Big Data SQL Quick Start. Storage Indexes – Part10.

Today I’m going to explain very powerful Big Data SQL feature – Storage Indexes. Before all, I want to note, that name “Storage Index” could mislead you. In fact, it’s dynamic structure that automatically built over your data after you scan it. There is no any specific command or something that user have run. There is nothing that you have to maintain (like Btree index), rebuild. You just run your workload and after a while, you may note better performance. 

Storage Indexes is not something completely new for Big Data SQL. Oracle Exadata also has this feature and with Big Data SQL we just re-use it.

How it works. 

The  main idea is that we could create some metadata over the unit of the scan (block or multiple blocks ). For example, we scan HDFS blocks with one given query, which has some predicate in where clause (like WHERE id=123). If this block doesn’t return any rows we build statistics for this column, like the minimum, the maximum for given block.

3 Big Data SQL Quick Start.
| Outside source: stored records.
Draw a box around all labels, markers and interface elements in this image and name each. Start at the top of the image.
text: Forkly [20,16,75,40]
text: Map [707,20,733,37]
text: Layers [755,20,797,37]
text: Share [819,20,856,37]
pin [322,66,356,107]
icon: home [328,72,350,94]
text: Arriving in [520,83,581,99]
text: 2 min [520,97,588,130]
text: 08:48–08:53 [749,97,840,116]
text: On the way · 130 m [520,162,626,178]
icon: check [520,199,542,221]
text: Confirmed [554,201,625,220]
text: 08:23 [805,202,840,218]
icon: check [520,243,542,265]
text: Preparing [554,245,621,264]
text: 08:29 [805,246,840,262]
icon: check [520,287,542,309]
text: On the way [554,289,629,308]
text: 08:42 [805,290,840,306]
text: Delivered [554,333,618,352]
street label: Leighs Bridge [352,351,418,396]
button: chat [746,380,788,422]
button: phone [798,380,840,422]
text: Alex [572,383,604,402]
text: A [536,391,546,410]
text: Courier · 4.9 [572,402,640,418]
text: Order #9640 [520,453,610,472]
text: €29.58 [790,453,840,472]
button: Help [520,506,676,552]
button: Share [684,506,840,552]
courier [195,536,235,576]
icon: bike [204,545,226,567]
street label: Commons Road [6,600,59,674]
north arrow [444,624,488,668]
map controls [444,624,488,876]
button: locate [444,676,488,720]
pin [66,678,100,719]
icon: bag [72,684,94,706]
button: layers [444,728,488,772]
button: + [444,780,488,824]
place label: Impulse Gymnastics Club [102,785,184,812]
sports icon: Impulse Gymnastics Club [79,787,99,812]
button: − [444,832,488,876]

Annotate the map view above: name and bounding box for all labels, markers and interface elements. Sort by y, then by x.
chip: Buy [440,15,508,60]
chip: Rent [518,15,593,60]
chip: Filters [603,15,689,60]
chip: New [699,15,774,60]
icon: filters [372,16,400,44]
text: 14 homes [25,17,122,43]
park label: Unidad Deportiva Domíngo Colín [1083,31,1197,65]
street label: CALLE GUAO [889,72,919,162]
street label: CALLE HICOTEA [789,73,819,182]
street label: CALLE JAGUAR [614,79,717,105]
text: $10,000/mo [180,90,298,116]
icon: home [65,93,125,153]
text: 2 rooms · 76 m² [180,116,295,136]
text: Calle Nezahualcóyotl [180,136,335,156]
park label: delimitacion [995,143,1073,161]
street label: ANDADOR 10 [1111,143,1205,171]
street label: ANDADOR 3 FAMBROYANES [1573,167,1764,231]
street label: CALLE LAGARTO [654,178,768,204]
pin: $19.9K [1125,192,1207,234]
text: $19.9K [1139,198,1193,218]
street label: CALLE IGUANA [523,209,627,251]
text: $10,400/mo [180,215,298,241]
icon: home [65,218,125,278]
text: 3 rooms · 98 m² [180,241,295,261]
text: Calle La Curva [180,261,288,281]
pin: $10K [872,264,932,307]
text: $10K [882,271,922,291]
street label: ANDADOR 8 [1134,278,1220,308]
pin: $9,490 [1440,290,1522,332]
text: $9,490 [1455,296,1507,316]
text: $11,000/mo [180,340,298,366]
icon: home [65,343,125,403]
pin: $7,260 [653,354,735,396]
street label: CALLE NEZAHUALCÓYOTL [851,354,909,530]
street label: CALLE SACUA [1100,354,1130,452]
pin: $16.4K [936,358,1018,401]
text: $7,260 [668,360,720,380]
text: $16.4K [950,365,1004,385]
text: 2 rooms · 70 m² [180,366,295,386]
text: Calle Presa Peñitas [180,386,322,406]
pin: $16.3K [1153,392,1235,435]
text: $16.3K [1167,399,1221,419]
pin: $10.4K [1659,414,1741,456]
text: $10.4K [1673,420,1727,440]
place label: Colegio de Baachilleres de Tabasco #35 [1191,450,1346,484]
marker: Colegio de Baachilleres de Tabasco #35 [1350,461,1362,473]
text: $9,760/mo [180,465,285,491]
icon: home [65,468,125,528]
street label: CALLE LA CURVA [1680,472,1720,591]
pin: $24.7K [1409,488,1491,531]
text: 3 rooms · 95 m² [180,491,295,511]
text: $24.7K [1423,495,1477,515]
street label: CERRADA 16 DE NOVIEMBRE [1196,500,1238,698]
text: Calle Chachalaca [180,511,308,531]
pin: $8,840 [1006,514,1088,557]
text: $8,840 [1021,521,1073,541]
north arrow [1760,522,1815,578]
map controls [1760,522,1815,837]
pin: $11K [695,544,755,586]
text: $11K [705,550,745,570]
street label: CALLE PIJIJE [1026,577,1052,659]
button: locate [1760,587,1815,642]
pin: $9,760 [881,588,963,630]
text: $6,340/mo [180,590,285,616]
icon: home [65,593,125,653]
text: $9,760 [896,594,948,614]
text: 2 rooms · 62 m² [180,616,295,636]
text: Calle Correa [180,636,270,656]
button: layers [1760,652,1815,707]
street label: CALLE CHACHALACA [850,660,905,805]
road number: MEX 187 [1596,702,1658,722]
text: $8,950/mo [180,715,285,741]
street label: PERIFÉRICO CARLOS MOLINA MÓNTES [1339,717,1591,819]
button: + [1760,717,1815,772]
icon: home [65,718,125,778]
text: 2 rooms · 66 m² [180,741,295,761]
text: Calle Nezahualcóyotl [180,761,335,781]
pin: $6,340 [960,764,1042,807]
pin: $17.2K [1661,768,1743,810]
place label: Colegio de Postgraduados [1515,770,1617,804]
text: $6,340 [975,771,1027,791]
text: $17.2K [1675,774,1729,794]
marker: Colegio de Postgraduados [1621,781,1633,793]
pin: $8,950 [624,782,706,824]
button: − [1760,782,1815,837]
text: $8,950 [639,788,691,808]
Storage Indexes   Part10.

Next scan could use these statistics for skipping the scan.

4 Big Data SQL Quick Start. Storage Indexes   Part10.
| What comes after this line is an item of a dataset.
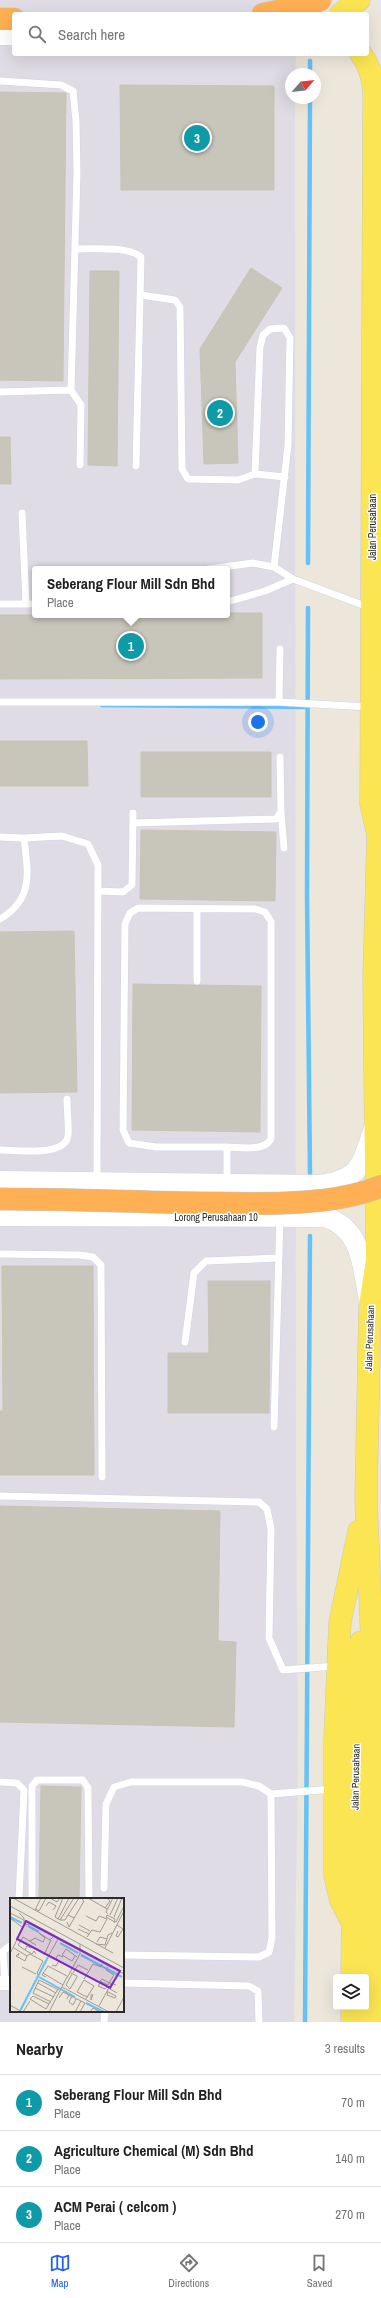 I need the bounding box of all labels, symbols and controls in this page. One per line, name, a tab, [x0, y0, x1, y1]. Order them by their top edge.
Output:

It’s very powerful feature for unique columns.

Fine-granule unit for Storage Index in the case of Hadoop is HDFS block. As you may know, HDFS block has pretty big size (in Big Data Appliance default is 256MB) and if you will be able to skip full scan of it will bring to you significant performance benefits.

Query initially scan granule and if this scan doesn’t return any row, storage index is built (if you find at least one row in the block, Storage Index will not be created over this concrete block).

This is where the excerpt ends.